Gupta emphasized, “This synergy between the hard and soft components is crucial to nacre’s remarkable mechanical properties.”
To mimic nacre, the Princeton team used Portland cement paste, a common construction material, combined with a small amount of polymer. They created multi-layered beams by alternating sheets of cement paste with layers of polyvinyl siloxane, a highly stretchable polymer.
These beams were then tested to measure their resistance to cracking.
The researchers experimented with three types of beams. The first type consisted of alternating layers of cement paste and thin polymer. For the second type, they used a laser to engrave hexagonal grooves into the cement paste sheets, then stacked these grooved sheets with polymer layers in between.

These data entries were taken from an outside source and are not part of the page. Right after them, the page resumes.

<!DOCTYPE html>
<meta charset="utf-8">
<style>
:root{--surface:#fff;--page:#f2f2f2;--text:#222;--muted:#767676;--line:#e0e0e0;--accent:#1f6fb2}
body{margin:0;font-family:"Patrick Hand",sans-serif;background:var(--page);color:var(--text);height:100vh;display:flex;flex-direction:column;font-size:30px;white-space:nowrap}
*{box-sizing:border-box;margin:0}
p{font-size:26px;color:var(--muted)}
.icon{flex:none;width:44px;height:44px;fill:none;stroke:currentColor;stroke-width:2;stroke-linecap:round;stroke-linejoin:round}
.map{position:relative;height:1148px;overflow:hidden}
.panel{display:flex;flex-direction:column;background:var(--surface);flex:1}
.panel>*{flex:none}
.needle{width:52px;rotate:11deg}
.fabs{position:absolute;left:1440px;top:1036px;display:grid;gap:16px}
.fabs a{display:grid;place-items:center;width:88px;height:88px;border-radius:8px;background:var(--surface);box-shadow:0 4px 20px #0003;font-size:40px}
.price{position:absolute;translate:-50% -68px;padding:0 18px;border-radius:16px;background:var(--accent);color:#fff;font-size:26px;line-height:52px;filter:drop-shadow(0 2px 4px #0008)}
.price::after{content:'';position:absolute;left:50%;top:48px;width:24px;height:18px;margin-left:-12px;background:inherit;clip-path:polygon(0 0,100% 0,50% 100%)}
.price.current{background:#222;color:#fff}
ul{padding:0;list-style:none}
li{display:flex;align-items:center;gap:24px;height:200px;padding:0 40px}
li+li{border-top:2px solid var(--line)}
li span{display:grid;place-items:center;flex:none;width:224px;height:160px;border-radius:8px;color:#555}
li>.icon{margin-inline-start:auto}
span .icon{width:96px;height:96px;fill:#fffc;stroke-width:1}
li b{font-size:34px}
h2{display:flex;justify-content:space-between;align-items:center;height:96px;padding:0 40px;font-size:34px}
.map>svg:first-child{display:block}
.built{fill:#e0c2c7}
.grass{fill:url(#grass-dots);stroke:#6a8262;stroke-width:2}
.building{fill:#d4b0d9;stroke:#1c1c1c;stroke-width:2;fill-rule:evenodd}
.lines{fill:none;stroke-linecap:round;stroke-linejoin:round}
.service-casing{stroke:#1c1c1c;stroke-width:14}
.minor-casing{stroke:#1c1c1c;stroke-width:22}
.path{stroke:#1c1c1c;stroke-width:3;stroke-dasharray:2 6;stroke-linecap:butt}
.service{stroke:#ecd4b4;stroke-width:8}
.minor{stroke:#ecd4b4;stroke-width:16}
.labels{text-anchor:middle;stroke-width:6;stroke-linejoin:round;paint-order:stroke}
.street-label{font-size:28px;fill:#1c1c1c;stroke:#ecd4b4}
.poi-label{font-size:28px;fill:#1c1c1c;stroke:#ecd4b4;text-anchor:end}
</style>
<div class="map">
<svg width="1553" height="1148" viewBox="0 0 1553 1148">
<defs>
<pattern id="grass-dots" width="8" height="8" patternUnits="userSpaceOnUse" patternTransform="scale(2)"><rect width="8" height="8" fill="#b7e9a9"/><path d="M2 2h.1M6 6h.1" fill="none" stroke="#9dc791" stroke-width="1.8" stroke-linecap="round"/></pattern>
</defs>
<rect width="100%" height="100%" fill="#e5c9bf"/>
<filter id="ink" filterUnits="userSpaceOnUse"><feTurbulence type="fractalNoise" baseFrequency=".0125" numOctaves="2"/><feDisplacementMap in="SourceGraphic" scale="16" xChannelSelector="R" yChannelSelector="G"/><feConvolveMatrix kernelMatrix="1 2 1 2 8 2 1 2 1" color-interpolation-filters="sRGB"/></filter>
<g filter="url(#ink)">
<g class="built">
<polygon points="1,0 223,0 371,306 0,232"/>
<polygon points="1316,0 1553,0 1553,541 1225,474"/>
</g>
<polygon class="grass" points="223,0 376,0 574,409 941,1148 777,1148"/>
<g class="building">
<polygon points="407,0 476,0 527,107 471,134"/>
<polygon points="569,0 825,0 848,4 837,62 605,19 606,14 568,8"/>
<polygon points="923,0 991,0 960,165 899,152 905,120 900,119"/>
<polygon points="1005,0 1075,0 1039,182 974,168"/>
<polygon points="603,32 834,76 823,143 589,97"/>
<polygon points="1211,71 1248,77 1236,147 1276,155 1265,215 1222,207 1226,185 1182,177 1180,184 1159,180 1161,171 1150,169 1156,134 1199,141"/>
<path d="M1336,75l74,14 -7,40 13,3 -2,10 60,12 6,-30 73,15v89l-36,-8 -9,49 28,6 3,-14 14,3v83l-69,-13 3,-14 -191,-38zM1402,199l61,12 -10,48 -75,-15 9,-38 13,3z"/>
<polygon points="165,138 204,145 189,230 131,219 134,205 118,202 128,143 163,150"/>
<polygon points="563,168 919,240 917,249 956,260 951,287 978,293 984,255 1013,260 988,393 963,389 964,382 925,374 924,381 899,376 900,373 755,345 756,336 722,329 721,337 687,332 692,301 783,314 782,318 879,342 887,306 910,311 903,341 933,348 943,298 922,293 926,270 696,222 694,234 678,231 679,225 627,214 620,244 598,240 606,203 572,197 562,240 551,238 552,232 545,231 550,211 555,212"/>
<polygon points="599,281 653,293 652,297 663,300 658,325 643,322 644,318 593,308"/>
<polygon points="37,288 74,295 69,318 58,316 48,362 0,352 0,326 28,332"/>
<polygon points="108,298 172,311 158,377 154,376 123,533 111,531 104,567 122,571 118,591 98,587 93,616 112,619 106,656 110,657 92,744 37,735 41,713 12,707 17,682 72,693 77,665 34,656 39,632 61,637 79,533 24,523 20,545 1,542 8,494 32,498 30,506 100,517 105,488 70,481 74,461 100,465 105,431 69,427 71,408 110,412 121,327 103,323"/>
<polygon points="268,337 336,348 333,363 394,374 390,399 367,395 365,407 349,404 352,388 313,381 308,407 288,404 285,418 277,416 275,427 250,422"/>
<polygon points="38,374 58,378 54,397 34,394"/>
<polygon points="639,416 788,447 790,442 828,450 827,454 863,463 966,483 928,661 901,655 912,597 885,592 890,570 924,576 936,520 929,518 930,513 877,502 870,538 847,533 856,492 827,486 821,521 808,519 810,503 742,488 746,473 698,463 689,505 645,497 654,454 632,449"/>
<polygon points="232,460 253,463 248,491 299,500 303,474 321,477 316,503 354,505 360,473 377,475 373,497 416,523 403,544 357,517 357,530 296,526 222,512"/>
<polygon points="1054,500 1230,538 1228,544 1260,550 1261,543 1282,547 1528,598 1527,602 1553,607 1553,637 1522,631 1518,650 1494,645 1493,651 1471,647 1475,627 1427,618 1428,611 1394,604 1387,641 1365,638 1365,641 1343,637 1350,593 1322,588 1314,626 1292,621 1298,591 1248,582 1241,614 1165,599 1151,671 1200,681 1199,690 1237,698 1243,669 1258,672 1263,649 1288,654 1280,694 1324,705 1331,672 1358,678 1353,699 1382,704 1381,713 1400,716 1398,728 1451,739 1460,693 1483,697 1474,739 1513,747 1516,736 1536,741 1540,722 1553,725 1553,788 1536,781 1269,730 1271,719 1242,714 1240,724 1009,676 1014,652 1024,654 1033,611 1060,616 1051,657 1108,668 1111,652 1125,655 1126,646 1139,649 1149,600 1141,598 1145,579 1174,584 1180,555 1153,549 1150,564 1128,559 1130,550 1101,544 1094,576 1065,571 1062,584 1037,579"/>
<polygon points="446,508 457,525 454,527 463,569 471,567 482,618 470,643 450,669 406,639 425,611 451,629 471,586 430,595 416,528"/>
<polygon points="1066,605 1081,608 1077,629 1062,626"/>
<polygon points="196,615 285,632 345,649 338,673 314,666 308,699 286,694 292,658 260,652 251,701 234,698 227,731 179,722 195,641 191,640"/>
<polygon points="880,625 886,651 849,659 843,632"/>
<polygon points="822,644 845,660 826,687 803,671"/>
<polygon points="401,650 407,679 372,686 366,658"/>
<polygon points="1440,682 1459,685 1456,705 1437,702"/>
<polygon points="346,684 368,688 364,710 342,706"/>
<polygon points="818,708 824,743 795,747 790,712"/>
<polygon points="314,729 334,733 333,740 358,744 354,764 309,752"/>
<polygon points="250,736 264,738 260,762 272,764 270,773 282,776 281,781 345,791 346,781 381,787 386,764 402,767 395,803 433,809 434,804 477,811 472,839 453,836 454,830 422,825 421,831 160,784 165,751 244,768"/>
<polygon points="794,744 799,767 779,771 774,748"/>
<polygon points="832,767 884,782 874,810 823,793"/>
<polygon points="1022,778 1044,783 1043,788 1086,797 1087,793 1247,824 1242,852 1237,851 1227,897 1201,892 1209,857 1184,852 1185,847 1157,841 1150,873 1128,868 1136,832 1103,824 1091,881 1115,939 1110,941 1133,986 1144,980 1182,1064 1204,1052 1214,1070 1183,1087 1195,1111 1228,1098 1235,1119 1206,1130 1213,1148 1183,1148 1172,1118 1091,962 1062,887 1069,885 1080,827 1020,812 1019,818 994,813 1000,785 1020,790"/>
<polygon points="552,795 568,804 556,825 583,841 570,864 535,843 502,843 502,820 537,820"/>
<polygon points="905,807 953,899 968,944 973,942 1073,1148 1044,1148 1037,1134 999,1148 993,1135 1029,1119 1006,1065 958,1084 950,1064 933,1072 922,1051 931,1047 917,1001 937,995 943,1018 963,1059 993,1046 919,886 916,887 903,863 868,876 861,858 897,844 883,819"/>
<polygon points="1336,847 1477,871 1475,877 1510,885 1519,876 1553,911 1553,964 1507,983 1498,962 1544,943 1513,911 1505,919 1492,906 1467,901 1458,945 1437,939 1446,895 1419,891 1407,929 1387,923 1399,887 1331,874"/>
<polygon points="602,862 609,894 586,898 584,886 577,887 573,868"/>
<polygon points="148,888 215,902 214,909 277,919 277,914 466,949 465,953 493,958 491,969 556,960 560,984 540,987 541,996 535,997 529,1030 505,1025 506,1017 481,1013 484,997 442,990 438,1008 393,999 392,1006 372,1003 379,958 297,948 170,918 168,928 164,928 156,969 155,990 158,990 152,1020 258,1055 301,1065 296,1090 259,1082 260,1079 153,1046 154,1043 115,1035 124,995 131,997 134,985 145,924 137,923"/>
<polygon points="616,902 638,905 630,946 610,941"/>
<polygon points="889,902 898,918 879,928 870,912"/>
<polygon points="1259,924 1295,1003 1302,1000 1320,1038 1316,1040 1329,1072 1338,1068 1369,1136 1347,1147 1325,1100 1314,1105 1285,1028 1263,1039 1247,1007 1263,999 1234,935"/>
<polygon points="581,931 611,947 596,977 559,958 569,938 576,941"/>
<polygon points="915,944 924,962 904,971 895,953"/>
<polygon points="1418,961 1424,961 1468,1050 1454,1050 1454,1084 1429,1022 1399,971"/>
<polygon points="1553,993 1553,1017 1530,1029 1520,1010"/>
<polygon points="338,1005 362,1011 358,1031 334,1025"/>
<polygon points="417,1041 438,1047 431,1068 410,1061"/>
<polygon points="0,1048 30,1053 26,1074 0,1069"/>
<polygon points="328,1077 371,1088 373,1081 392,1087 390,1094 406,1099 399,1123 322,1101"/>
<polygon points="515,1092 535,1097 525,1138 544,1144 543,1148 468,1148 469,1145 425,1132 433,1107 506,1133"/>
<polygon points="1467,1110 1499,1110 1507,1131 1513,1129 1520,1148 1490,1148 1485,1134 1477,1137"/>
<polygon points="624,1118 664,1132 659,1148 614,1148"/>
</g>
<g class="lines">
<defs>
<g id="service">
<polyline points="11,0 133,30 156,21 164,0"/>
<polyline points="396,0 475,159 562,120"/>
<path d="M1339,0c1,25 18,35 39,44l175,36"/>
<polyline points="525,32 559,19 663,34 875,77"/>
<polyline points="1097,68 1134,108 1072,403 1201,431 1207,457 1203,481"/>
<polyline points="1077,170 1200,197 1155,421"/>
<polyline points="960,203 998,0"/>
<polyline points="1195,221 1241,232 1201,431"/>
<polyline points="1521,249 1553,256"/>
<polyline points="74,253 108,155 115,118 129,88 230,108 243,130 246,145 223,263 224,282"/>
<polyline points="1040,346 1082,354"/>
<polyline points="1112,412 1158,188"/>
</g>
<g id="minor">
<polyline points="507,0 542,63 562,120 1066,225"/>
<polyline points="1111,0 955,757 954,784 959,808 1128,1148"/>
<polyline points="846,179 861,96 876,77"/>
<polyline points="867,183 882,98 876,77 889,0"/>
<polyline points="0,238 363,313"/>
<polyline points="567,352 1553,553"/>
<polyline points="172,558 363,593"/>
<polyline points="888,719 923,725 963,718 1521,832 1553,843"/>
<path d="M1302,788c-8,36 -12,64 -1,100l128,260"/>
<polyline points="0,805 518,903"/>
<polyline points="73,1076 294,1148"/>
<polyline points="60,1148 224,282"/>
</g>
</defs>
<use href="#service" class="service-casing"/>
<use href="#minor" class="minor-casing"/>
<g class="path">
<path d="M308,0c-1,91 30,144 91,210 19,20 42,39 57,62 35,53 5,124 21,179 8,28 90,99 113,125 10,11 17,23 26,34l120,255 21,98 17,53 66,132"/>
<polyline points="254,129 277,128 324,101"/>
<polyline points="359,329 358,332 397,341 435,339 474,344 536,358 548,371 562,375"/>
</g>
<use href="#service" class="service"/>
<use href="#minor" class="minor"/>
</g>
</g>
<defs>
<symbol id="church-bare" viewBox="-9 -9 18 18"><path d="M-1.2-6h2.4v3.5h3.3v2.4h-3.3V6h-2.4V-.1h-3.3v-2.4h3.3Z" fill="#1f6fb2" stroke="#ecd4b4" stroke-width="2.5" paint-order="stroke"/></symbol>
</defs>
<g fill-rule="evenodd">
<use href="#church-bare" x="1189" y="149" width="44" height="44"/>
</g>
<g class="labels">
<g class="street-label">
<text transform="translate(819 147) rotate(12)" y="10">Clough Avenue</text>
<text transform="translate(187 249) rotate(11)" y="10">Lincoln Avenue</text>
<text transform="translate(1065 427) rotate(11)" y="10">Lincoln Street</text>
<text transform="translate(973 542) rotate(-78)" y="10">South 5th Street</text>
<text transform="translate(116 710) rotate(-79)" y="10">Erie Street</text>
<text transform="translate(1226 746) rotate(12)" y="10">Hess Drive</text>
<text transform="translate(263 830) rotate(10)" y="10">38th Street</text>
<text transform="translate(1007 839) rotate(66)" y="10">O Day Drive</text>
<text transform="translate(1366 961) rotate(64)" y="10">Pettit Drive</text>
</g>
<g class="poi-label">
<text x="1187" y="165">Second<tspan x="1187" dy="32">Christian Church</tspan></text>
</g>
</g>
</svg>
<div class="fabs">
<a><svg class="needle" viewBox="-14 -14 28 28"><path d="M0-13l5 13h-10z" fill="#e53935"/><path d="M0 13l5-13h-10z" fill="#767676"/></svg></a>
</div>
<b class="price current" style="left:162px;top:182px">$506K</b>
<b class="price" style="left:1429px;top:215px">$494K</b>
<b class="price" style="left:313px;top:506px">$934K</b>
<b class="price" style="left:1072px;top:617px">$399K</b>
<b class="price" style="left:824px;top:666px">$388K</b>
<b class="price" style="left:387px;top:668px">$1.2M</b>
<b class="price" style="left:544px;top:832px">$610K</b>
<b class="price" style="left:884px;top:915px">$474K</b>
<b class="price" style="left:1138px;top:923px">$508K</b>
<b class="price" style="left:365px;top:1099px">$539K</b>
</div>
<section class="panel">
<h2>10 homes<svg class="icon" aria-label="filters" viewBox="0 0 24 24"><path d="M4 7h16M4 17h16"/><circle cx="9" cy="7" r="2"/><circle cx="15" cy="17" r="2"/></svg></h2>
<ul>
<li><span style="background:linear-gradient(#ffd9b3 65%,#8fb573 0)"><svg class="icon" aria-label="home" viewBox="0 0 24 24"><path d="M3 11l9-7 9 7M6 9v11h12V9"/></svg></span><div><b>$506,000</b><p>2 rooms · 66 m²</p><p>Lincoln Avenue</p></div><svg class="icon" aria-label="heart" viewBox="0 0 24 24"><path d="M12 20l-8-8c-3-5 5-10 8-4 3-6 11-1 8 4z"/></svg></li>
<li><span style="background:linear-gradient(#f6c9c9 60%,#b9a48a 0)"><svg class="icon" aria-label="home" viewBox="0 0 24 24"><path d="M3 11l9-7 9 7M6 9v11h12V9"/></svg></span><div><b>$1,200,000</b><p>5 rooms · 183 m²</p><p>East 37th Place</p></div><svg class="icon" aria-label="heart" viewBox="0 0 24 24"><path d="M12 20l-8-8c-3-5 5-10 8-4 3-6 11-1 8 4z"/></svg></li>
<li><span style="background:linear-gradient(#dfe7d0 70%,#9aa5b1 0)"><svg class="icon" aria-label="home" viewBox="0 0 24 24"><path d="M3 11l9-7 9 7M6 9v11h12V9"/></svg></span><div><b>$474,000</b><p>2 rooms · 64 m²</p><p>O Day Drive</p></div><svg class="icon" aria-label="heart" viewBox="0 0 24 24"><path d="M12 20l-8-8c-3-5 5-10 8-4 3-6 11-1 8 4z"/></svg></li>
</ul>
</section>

The third type was similar but involved completely separating the hexagonal sections of cement paste and connecting them with the polymer layer, resembling the structure of nacre more closely.
These three types were compared against a solid, unlayered cement paste. The results showed that the layered composites were significantly tougher and more flexible than the solid cement.
By looking to nature, the Princeton team has developed a stronger and more durable cement composite that could improve the longevity and safety of many construction materials in the future.